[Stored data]
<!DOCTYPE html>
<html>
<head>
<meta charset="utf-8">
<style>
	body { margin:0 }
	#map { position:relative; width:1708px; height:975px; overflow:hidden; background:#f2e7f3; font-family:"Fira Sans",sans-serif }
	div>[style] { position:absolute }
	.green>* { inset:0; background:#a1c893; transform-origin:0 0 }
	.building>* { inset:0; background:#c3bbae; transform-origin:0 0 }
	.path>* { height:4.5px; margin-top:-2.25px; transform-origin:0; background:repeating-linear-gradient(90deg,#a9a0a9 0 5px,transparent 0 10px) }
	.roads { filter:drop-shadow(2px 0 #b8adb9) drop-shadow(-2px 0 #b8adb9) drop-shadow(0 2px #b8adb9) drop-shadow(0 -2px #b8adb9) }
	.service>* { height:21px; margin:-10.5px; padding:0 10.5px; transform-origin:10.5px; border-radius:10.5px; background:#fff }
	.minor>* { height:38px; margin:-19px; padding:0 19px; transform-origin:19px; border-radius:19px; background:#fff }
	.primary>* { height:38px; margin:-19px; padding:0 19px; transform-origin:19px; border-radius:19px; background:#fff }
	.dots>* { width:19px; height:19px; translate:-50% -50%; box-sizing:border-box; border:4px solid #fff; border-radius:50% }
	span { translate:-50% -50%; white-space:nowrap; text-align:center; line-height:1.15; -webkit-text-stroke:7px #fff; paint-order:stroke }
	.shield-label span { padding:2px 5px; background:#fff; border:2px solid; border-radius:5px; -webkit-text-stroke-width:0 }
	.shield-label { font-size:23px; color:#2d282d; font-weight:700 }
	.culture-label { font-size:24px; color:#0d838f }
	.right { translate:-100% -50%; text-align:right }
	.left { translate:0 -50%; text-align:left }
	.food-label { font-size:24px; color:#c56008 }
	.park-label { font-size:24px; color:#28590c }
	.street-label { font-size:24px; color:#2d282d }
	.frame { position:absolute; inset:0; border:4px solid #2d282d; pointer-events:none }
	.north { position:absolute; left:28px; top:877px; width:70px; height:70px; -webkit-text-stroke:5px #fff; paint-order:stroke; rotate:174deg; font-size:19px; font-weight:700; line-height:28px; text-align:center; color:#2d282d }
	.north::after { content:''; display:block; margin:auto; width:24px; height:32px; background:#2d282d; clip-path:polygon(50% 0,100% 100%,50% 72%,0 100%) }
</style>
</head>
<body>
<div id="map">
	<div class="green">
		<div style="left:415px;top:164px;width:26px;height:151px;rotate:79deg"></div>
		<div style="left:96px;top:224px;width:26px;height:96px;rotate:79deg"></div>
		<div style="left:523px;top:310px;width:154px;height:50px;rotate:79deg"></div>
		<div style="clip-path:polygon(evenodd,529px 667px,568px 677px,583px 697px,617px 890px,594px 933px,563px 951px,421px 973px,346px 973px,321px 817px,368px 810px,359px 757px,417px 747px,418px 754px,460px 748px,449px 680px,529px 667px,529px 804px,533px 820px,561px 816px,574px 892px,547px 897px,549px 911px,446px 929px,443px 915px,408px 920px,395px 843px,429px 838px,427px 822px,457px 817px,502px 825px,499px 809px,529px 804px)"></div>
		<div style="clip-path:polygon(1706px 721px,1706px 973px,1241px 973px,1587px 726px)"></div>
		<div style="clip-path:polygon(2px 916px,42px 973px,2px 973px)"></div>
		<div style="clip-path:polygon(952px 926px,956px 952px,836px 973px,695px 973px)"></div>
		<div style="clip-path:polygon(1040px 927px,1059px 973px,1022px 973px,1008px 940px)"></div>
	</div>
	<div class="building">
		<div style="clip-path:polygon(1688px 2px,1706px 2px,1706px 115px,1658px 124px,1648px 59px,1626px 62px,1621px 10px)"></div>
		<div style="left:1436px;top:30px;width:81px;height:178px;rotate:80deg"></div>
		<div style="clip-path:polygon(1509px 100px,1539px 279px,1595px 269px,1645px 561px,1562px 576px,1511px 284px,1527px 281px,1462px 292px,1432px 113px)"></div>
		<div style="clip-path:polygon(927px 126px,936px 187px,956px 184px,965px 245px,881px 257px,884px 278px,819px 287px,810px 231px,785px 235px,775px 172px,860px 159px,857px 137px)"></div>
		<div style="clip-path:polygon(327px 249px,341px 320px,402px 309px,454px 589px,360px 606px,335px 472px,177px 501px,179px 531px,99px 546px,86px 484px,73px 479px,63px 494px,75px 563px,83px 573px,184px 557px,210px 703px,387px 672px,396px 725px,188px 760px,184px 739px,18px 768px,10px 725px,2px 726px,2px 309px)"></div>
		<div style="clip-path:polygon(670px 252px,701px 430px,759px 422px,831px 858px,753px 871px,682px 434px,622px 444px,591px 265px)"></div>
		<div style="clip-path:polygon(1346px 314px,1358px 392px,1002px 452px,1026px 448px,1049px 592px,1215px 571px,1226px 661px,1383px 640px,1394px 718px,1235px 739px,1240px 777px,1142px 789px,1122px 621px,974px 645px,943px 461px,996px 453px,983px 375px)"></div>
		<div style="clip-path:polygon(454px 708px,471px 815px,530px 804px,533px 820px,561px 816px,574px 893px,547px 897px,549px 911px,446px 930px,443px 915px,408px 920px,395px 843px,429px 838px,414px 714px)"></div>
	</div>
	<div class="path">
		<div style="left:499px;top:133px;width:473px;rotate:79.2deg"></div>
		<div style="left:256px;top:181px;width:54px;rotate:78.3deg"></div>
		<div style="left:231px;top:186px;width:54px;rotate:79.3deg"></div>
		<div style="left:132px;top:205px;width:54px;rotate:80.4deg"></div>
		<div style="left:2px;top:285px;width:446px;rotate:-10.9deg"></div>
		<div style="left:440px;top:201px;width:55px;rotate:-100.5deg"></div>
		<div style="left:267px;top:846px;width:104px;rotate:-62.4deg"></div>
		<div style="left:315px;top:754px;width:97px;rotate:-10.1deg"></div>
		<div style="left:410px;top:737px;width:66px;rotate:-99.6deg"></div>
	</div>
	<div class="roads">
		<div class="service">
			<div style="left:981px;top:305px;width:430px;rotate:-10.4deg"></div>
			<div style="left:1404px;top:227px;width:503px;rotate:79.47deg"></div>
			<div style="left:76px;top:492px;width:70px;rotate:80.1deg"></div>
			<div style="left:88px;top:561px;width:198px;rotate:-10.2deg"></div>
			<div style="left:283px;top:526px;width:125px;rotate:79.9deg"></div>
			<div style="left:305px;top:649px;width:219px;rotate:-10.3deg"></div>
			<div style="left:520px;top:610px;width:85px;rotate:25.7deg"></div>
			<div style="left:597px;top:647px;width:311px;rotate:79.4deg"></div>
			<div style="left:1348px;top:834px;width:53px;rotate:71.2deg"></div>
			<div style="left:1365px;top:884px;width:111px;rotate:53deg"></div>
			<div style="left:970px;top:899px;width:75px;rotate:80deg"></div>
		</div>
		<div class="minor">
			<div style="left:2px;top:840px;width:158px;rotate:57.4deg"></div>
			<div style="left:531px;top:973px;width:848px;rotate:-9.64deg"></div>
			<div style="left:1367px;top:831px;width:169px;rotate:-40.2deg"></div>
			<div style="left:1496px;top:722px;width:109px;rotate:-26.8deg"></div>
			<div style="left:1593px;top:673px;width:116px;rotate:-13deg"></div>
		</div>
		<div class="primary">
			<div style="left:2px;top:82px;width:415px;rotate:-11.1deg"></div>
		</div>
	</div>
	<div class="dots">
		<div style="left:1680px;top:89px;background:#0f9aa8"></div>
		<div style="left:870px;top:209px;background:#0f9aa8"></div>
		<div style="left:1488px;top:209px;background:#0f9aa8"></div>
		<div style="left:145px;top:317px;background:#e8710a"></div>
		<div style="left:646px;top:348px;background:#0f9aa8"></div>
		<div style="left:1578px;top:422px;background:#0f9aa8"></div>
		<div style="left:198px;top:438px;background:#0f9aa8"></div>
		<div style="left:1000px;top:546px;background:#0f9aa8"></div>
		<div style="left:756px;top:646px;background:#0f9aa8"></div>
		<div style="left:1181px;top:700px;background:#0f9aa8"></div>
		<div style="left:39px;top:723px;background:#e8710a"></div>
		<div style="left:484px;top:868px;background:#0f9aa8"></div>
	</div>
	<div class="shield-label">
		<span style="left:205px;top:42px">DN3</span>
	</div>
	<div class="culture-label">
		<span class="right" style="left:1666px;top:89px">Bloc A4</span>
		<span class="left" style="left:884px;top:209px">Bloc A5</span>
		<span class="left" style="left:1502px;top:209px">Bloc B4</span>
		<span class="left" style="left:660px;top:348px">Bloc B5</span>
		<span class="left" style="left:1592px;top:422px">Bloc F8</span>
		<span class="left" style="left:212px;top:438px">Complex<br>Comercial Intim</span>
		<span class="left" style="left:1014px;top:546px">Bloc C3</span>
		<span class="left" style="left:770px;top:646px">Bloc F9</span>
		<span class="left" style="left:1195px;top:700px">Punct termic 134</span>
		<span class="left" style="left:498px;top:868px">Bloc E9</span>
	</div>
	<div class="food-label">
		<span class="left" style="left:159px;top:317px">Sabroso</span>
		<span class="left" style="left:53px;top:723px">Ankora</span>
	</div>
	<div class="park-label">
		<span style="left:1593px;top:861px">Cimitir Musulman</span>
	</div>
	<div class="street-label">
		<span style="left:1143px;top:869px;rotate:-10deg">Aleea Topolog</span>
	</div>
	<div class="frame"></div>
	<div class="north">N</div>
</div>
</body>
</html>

Assigned task:
Respond with a number only, please: how many lines in this data include the word "roads".

Task result:
2